◆ **What is needed**:
Filter the entries and keep only the lines where the string "Paiã" appears.

=== Begin Enclosure ===

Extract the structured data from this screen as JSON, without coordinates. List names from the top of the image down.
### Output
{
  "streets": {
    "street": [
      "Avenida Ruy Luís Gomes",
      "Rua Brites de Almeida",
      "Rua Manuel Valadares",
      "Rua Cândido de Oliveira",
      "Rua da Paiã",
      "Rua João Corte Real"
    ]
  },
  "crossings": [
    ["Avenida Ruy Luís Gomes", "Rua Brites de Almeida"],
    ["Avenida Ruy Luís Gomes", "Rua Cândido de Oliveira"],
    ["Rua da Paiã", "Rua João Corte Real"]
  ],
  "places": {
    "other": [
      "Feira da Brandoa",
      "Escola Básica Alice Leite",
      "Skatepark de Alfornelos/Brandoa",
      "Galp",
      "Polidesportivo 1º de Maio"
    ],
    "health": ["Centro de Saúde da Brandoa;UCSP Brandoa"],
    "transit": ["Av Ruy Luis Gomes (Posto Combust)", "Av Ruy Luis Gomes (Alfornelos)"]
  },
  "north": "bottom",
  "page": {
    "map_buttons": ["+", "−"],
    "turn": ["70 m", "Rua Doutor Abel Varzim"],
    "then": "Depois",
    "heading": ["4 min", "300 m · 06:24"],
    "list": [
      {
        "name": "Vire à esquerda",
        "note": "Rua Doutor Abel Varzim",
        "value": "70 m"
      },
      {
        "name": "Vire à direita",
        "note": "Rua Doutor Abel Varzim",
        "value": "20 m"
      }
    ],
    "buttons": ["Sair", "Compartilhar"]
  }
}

=== End Enclosure ===

◆ **Output for this exercise**:
      "Rua da Paiã",
    ["Rua da Paiã", "Rua João Corte Real"]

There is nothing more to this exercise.